= Eva Sachs =

German teacher and classical philologist

Eva Henriette Sachs (13 April 1882 – September 1936) was a German classical philologist, whose dissertation reconceptualized the relation between Theaetetus and Plato.

== Life and career ==

Eva Sachs was born in Berlin on 13 April 1882. Daughter of the Jewish couple Immanuel Sachs and Minna Sachs (Lachmann), she was early orphaned.

Between 1898 and 1902 she attended the Victoria-Lyzeum. Then, in 1904, she enrolled at the Friedrich-Wilhelms-Universität, Berlin, studying Plato.
She had classes with great classicists such as Ernst Cassirer, Otto Hirschfeld, Eduard Meyer and Friedrich Paulsen. However, her great mentor was Ulrich von Wilamowitz-Moellendorff, who between 1904 and 1914 offered several lectures and seminars on Plato and inspired her to produce her dissertation under his supervision, with Hermann Diels as second reader.

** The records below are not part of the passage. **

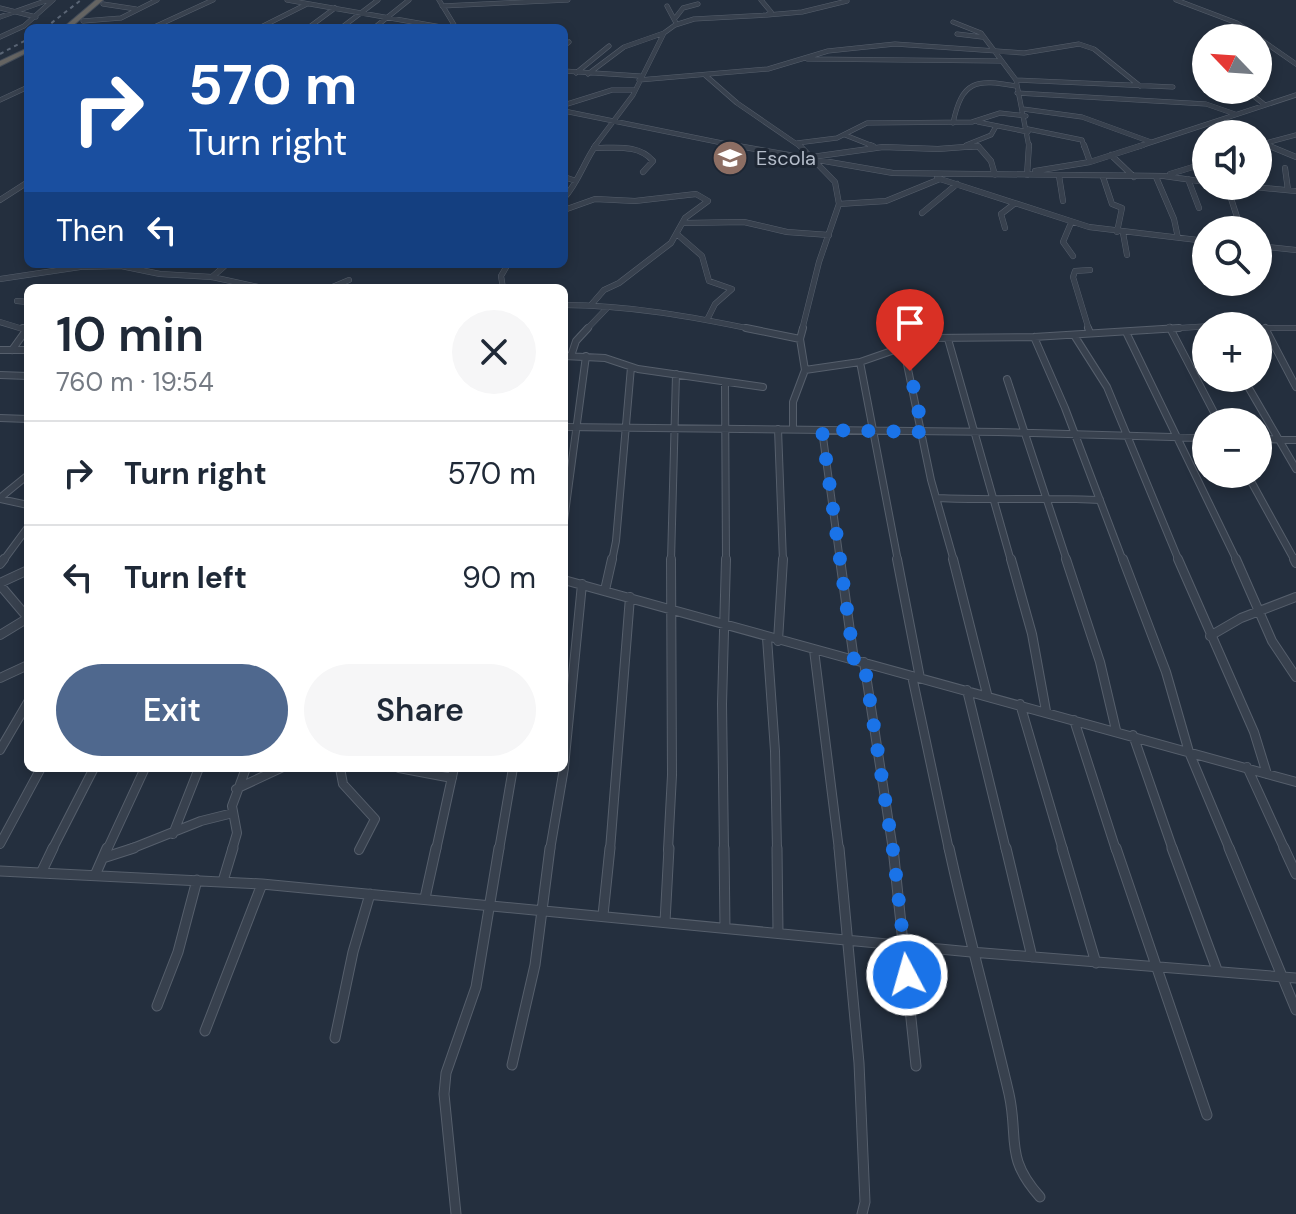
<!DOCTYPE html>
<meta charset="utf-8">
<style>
body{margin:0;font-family:"DM Sans",sans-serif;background:#f6f6f7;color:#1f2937;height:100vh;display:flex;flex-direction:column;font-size:30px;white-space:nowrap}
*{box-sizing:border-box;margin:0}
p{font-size:26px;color:#747a83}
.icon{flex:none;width:44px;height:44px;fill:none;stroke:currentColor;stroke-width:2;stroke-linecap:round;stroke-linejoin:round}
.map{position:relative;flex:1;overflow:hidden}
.panel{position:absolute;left:24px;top:284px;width:544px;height:488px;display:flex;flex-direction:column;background:#fff;border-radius:12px;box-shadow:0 4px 12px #0003}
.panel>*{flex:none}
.banner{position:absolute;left:24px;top:24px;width:544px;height:244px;border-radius:12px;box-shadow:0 4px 12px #0003;background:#1a4fa0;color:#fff;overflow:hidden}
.needle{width:52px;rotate:295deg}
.buttons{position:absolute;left:1192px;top:24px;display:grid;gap:16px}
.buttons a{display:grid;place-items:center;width:80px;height:80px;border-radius:50%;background:#fff;box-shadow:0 4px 12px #0003;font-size:40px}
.pin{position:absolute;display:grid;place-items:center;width:68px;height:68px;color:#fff;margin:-82px -34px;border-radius:50% 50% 50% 0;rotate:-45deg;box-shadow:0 0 8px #0007}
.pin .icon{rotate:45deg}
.me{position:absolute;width:88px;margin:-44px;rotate:354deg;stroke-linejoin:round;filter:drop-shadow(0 0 6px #0008)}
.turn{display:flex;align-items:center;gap:28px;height:168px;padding:0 32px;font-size:36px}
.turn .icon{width:104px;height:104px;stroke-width:2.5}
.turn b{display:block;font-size:56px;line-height:68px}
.then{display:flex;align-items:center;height:76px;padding:0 32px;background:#0003;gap:16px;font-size:30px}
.round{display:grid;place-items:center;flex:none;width:84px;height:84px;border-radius:42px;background:#f6f6f7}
.summary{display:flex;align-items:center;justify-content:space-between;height:136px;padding:0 32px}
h1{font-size:48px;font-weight:600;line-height:60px}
.button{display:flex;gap:16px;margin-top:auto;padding:16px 32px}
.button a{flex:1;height:92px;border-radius:48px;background:#4f688e;color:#fff;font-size:32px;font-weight:600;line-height:92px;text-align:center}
.button a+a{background:#f6f6f7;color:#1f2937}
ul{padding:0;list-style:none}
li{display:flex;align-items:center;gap:24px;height:104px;padding:0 32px;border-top:2px solid #e0e1e3}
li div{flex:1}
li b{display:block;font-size:30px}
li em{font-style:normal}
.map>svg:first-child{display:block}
</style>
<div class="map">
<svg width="1296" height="1214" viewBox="0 0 1296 1214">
<rect width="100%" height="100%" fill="#242f3e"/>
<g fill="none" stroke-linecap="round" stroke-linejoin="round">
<defs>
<path id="minor-far4" d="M287 0 447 28
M439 0 456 28
M1176 0 1237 23 1296 64
M103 4 136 9
M442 6 568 0
M667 6 675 21
M0 8 36 17
M767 15 802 12 847 1
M0 17 48 0
M676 17 683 8 698 4
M83 21 121 18 157 0
M953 22 981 33 1016 80 1029 147
M152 28 213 0
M259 28 307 4
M308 28 335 8
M341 28 378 0
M374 28 409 0
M957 34 982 37
M0 37 24 26 53 0
M564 46 569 42
M807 59 1000 61
M564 71 640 76
M576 73 609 46
M588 74 624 47 664 33
M705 75 737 103 801 147
M639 80 768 69 828 51 895 44 1024 53 1079 44 1094 49 1140 86
M1016 80 1173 87
M1246 90 1265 105
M1017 93 1206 104 1235 114
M0 100 28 87
M564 105 612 90H634
M1023 109 1082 117 1151 142
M564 111 742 147
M978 122 1028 132
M953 123C962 80 976 79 1016 86
M1028 129 1082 140 1084 147
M845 135 873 146
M797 143 837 138 867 123 972 122 1000 113 1026 116
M1265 144 1272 147
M966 145 991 135 995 128
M1258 145 1296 135
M594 147 633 95 664 33 675 25 694 19 767 15 771 12 761 0
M968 147H979
M1137 147 1296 95"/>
<path id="minor-far3" d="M732 145 893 173 1164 176 1206 182
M799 145 835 182 839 204 819 262 802 330
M870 145 873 146
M1084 145 1090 162
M1267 145 1296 157
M596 148C616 148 639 144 653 161L643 172
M1111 155 1134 177
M812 157 883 147 938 149 978 146 991 161 995 175
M1285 168 1288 190
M1035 171 1090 162 1143 145
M1170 174 1206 163
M1027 175 1029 145
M1059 176 1063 201
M564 177 576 181
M1103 177 1112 204 1122 208 1117 232
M1156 177 1174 219 1178 238
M937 178 1089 227 1206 241
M1188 179 1199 208
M1227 186 1237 217 1245 230
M1243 186 1296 191
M564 198C578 183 584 162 596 145
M0 200 28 182
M839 204 886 201 940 179
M564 210 595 199 635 201 696 194 708 201 685 218 671 243 619 283 604 290 591 305
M922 213 957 184
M684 223 744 222 787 232 829 235
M1071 223 1063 242 1073 256
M1005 228 1001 214 1014 204
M1123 233 1127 255
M678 235 702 256 709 281 732 289 715 304 707 320
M1258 246 1296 250
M212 277 227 264
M0 279 80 267 121 266 160 274 212 277 263 288
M330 288 349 280
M503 288 501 276 508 264
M17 301 28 302
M564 305C628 305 694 317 756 330
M0 322 26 330
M1169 327 1171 330
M1258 328H1296
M586 330 607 308
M1089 330 1073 277 1075 271 1090 270
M1147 330 1212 326"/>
<path id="minor-far2" d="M746 328 800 339 805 370 793 402V429
M1088 328 1090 333
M1170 328 1219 422
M1265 328 1296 387
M1126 332 1237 561
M1074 335 1107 387 1179 561
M1034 337 1065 408 1123 561
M800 339 803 328
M948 339 1011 561
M903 345 931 480 954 561
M0 350H28
M12 350 27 329 23 328
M564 356 605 358 638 369 763 387
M571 356 576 341 588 328
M860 362 898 561
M805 370 860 362 929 338 1034 337 1179 328
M0 375 28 376
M1243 378 1296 469
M1007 379 1067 561
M725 382 726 561
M0 418 28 419
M564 427 998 432 1206 438
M778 429 783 561
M822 430 840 561
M1258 439 1296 440
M1247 474 1295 561
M0 498 28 475
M938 498C992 501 1046 497 1100 500
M0 499 28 505
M564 521 586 356
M3 561 28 527
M612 561 616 541 631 367
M671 561 676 374"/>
<path id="minor-far1" d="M840 559 854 660
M897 559 920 678
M953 559 987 694
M1011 559 1032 634 1046 711
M1066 559 1100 662 1116 730
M1123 559 1166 672 1189 752 1230 850
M1178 559 1254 732 1267 774
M1236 559 1272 641 1296 677
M1294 559 1296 563
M0 564 4 559
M564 580 1296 782
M0 583 28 570
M0 585 28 618
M605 590 612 559
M0 635 28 618
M1210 636 1241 618 1296 597
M767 638 775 751 777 850
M778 641 783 559
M814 650 839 850
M864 662 893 850
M912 676 949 850
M0 678 28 665
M967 690 1006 850
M1020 704 1063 850
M1074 720 1116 850
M1133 735 1173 850
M0 750 28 702
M564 767 582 584
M1247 767 1285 850
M340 768 343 784 375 819 359 850
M399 768 452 778
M236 789 281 768
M173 834 199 768
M0 844 41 768
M52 850 94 768
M107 850 145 768
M128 850 201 821 233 813
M232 850 237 833 232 806 246 768
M436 850 454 768
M499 850 513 768
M550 850 564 768
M610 850 630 597
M668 850 672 775 671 559
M724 850 722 704 726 559"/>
<path id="minor" d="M724 848 725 928
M777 848 778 933
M839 848 859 1063 865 1202 862 1214
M893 848 916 1066
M949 848C967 931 990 1012 1009 1094 1019 1139 1004 1157 1040 1197
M1006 848 1032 957
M1062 848 1096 963
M1116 848 1207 1115
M1172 848 1217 970
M1229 848 1296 1010
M1284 848 1296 874
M106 857 134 848
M0 871 262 884 971 952 1296 978
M42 871 53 848
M96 873 107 848
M223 881 233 848
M425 898 436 848
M603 915 610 848
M665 922 669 848
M157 1006 178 952 197 880
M205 1031 262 884
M335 1038 353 952 370 894
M512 1065 535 965 550 848
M456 1214 444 1094 446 1073 476 987 499 848"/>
<path id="trunk" d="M96 0H103L70 28H63Z
M28 48V52L0 66V61Z"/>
</defs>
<use href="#minor-far4" stroke="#565f6c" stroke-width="5"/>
<use href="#minor-far3" stroke="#565f6c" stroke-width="6"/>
<use href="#minor-far2" stroke="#565f6c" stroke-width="8"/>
<use href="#minor-far1" stroke="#565f6c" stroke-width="10"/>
<use href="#minor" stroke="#565f6c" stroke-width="11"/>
<use href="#trunk" stroke="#434c59" stroke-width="2"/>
<use href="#minor-far4" stroke="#38414e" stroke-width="4"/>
<use href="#minor-far3" stroke="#38414e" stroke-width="5"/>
<use href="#minor-far2" stroke="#38414e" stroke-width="6"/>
<use href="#minor-far1" stroke="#38414e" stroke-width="8"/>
<use href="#minor" stroke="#38414e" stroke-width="9"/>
<use href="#trunk" fill="#656462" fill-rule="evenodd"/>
<path stroke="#5a6575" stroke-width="2" stroke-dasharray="4 4" stroke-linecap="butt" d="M45 28 81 0
M0 54 28 39"/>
</g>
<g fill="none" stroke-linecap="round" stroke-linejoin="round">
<path stroke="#1a73e8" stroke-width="14" stroke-dasharray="0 25.2" d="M907 975 894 857 864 662 854 660 822 430 923 432 910 371"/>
</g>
<defs>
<symbol id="school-disc" viewBox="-11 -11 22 22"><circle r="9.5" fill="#8d6e63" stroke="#1d2633"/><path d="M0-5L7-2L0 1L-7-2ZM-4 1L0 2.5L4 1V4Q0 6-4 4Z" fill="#fff"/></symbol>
</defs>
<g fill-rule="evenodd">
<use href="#school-disc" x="710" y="138" width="40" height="40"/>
</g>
<g text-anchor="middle" stroke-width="6" stroke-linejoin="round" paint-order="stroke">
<g font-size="20" fill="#b4bcc9" stroke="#1d2633" text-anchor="start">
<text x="756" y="165">Escola</text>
</g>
</g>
</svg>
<div class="buttons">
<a><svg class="needle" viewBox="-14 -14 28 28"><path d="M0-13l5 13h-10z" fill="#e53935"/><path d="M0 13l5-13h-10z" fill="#747a83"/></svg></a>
<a><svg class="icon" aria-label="sound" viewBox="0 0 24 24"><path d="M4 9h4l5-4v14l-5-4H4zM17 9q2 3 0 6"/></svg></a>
<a><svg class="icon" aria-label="search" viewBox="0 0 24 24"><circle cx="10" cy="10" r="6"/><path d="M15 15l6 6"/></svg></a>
<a>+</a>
<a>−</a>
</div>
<div class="pin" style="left:910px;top:371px;background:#d93025"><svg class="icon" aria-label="arrive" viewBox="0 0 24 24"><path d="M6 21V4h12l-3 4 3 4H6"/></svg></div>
<svg class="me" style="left:907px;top:975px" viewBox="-20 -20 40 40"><circle r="17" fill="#1a73e8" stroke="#fff" stroke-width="3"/><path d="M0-11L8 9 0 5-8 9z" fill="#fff"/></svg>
<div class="banner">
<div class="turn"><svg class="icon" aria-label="right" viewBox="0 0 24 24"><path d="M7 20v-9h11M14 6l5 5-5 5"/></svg><div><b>570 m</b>Turn right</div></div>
<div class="then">Then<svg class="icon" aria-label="left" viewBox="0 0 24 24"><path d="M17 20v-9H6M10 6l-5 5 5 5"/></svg></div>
</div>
<section class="panel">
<div class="summary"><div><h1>10 min</h1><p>760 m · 19:54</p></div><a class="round"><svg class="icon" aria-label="close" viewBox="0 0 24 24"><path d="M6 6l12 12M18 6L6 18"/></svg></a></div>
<ul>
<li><svg class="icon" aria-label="right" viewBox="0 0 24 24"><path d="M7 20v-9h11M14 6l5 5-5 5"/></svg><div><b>Turn right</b></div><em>570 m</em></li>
<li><svg class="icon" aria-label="left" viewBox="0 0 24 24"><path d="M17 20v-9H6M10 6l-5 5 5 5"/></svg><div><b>Turn left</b></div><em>90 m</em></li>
</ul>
<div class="button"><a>Exit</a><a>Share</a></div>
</section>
</div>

In her dissertation, De Theaeteto Atheniensi Mathematico, promoted in 1914, she re-conceptualized the relation between Theaetetus, the mathematician, and Plato.

Sachs proved with her dissertation that Theaetetus, son of Euphronius from Sounion, was, at the same time, the mathematician and the friend and student of Plato.
In this way, the Suda is responsible to causing the confusion of transforming the same Theaetetus into two. She also persuasively argued that the battle of Corinth (Pl. Tht. 142a) in which Theaetetus died was the one on 369 B.C., and not 394 B.C.

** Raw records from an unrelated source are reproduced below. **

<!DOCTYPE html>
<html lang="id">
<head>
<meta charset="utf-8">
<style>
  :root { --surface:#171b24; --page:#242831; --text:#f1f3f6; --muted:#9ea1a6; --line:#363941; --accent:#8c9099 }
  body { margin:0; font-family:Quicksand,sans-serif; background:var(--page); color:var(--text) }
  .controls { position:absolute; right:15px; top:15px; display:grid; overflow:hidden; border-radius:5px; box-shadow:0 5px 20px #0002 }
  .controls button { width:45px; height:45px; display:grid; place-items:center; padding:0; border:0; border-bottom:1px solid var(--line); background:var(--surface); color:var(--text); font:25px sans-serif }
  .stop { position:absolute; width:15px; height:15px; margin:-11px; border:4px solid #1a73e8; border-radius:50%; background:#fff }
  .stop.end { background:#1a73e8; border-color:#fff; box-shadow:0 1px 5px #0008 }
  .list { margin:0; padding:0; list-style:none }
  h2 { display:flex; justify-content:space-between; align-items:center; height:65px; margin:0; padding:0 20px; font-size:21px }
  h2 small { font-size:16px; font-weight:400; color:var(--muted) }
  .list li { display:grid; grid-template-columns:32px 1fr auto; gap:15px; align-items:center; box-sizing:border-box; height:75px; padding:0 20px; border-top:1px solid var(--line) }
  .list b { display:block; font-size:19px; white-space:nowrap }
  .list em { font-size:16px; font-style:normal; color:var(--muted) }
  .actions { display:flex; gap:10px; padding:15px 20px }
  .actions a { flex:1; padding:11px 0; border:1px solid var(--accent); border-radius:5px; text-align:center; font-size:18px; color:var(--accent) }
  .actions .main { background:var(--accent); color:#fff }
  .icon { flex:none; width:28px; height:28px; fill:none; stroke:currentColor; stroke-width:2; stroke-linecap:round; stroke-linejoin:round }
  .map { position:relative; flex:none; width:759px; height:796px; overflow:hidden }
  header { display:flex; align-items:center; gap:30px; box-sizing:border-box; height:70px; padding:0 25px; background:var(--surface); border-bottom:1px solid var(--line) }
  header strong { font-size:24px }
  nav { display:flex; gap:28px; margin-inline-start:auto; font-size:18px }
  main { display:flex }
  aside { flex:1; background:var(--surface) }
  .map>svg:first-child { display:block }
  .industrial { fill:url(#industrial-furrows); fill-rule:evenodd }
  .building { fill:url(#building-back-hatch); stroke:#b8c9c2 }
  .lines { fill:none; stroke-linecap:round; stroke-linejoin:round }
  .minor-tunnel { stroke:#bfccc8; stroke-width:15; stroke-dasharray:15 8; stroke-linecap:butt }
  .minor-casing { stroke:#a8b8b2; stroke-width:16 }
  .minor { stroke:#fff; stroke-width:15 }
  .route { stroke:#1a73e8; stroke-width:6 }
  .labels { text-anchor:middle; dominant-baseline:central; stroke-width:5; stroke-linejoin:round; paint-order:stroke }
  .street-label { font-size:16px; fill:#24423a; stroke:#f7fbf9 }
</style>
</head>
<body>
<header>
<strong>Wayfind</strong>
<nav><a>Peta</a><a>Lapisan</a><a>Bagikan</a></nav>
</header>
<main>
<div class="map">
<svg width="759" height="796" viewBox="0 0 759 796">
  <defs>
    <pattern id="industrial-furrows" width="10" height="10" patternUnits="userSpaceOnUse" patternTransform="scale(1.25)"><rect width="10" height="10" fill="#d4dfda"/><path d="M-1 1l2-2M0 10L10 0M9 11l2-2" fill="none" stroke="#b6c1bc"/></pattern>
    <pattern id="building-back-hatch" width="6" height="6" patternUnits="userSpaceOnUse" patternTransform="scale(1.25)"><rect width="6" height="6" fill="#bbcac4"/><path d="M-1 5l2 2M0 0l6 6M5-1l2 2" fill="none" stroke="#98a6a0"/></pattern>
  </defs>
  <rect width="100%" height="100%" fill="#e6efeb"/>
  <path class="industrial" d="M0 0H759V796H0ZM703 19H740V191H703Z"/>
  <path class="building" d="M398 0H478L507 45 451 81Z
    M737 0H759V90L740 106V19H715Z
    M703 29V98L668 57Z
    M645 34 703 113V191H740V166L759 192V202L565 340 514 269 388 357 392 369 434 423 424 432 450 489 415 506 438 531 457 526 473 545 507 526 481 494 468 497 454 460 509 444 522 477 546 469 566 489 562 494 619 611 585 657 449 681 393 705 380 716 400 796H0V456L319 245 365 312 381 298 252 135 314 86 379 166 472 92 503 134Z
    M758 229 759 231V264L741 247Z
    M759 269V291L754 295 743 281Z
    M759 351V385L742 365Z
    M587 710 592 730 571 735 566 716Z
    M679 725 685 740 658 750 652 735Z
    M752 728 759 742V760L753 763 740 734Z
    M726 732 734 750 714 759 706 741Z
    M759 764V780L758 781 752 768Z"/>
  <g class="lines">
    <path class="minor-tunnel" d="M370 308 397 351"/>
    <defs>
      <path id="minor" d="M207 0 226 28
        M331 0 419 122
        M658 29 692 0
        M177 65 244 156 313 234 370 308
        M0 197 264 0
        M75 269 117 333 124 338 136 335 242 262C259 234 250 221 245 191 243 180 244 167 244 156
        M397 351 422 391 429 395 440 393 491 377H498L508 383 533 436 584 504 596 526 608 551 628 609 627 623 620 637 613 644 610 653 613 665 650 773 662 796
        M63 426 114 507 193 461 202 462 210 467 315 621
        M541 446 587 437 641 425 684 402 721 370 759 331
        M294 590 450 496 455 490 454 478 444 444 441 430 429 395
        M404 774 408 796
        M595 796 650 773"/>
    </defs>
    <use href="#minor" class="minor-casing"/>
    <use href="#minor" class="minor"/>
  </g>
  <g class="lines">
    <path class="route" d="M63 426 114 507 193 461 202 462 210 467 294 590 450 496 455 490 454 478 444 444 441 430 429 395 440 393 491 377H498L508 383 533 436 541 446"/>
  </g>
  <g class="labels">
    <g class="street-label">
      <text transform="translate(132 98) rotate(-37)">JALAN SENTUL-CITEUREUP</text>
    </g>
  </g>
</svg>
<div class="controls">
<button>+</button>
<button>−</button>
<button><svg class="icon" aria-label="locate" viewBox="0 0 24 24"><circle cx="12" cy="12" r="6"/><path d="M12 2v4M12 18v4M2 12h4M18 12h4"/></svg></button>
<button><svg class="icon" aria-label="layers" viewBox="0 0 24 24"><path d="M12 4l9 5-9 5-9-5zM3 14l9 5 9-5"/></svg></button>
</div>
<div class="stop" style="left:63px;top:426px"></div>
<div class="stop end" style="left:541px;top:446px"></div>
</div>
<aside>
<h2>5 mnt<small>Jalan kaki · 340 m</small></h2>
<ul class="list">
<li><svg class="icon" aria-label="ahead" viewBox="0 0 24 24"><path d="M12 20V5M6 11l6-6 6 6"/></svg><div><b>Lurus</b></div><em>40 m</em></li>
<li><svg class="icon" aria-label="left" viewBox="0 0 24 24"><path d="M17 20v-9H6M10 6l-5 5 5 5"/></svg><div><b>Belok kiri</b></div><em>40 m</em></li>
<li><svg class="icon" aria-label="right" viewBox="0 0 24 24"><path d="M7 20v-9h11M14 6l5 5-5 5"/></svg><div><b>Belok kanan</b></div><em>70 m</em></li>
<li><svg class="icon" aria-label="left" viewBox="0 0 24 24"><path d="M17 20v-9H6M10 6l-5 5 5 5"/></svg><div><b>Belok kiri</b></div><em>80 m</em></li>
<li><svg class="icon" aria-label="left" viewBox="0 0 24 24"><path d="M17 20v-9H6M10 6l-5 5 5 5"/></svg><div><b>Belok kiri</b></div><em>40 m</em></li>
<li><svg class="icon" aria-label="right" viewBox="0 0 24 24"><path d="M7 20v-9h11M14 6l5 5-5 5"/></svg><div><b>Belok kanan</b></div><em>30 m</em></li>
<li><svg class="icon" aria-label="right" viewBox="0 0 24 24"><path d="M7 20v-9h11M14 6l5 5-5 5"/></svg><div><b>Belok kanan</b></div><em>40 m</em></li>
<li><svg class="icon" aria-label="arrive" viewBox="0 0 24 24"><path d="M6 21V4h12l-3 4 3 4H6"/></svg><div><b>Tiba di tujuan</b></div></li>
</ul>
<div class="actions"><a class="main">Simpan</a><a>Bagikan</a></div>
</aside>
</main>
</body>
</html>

Due to the good acceptance of her dissertation conclusions by the highest authorities in the subject, an expanded German version of this work, The Five Platonic Solids: On the History of Mathematics and the Theory of Elements in Plato and the Pythagoreans, was translated from the Latin and published in 1917.

Despite the good reception of her work, Sachs did not continue her career. Notwithstanding her contribution to Wilamowitz's considerations on his famous study on Plato, published in 1919, she is generally viewed as a source of evidence for Wilamowitz, instead of a scholar in her own right.

Eva Sachs spent her last years in an asylum and died in Vienna in September 1936.